Fixed as described earlier.

>
> ================
> Comment at: lib/Bitcode/Reader/BitcodeReader.cpp:437
> @@ +436,3 @@
> +  /// summary record offset).
> +  DenseMap<uint64_t, FunctionSummary*> SummaryMap;
> +
> ----------------
> The ownership/lifetime of FunctionSummary is not clear here?

Changed to unique_ptr.

>
> ================
> Comment at: lib/Bitcode/Reader/BitcodeReader.cpp:3110
> @@ -3016,2 +3109,3 @@
>          }
> +        //assert(false); // Temp assert to make sure we don't fall back to old code.
>          break;
> ----------------
> remove

Fixed.

>
> ================
> Comment at: lib/Bitcode/Reader/BitcodeReader.cpp:5215
> @@ +5214,3 @@
> +        if (Entry.ID == bitc::FUNCTION_SUMMARY_BLOCK_ID)
> +          SeenFuncSummary = true;
> +        if (Stream.SkipBlock())
> ----------------
> Should you just return now?

Good point, done.

>
> ================
> Comment at: lib/Bitcode/Reader/BitcodeReader.cpp:5241
> @@ +5240,3 @@
> +        }
> +        else if (std::error_code EC = parseEntireSummary())
> +          return EC;
> ----------------
> I would expect clang-format to put the else on the same line as the `{`?

It did - looks like I hadn't run clang-format on this yet.
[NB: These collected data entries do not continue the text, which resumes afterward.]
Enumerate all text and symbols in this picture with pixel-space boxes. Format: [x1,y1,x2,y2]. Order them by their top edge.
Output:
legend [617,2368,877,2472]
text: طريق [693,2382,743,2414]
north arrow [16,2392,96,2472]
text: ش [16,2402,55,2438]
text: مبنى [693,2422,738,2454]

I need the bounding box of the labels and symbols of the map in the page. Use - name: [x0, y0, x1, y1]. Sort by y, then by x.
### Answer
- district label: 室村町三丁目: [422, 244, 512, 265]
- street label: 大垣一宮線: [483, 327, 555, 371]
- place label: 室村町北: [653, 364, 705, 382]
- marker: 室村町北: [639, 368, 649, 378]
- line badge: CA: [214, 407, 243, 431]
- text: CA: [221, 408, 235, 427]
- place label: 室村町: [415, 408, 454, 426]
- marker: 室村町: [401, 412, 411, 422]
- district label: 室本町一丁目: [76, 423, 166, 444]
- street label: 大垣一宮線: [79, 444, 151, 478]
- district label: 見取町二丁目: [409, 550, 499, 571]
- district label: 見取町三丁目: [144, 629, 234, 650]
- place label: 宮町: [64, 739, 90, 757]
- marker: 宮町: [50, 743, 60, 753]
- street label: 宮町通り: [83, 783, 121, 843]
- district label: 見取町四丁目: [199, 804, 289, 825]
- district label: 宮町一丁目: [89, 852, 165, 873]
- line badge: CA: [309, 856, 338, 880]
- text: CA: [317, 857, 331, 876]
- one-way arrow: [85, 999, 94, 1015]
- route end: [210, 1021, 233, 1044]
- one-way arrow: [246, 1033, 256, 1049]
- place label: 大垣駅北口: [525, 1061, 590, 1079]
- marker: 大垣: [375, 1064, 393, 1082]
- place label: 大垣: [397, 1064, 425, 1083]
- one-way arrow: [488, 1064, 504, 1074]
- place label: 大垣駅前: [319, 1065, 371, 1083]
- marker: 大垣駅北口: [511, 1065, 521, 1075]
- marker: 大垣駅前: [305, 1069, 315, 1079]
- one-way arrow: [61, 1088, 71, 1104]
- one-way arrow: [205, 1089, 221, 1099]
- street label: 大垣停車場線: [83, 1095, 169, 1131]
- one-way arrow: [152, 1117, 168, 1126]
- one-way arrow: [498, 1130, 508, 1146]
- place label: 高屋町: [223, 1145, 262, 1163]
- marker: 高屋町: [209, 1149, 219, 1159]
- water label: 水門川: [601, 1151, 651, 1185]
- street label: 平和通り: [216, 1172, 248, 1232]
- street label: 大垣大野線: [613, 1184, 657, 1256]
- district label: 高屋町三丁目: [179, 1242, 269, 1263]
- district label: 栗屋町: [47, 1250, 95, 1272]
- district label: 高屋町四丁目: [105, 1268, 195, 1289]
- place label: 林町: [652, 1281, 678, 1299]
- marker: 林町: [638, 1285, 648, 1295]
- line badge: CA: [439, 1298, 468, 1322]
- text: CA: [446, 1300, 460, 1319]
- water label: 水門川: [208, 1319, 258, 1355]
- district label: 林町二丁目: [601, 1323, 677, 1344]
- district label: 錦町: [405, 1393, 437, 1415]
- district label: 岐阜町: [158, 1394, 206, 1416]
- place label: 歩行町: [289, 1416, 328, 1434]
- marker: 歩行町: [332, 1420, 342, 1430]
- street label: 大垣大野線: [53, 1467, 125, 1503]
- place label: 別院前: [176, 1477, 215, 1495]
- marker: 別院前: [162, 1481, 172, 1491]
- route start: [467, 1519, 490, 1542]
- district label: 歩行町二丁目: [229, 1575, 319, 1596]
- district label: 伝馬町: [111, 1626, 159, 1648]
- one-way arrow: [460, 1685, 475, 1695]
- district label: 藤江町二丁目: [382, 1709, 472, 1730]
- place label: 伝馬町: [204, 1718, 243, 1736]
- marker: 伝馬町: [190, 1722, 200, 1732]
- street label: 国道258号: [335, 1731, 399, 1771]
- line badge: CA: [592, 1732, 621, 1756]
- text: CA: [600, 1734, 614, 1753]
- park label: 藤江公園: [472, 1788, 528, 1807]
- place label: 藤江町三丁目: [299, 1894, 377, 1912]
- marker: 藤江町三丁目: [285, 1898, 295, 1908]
I did and
it made quite a lot of changes that will be in the updated patch.

>
> ================
> Comment at: lib/Bitcode/Reader/BitcodeReader.cpp:5313
> @@ +5312,3 @@
> +  }
> +  llvm_unreachable("Exit infinite loop");
> +}
> ----------------
> I don't see the expected return for this function?

I assumed that wasn't needed with the llvm_unreachable here (this is
cloned from a number of other BitcodeReader routines that behave the
same way). It should have returned earlier when the EndBlock was
found.

>
> ================
> Comment at: lib/Bitcode/Reader/BitcodeReader.cpp:5343
> @@ +5342,3 @@
> +      break;
> +      case bitc::MST_CODE_ENTRY: {
> +        // MST_ENTRY: [modid, namechar x N]
> ----------------
> The indentation seems incorrect, is it clang-formatted?

Fixed.

>
> ================
> Comment at: lib/Bitcode/Reader/BitcodeReader.cpp:5382
> @@ +5381,3 @@
> +      // We didn't really read a proper Module block.
> +      return error("Malformed ThihLTO IR file");
> +    }
> ----------------
> Typo with ThihLTO.
> (also I'm still not sure at which level where the "ThinLTO" concept should "leak").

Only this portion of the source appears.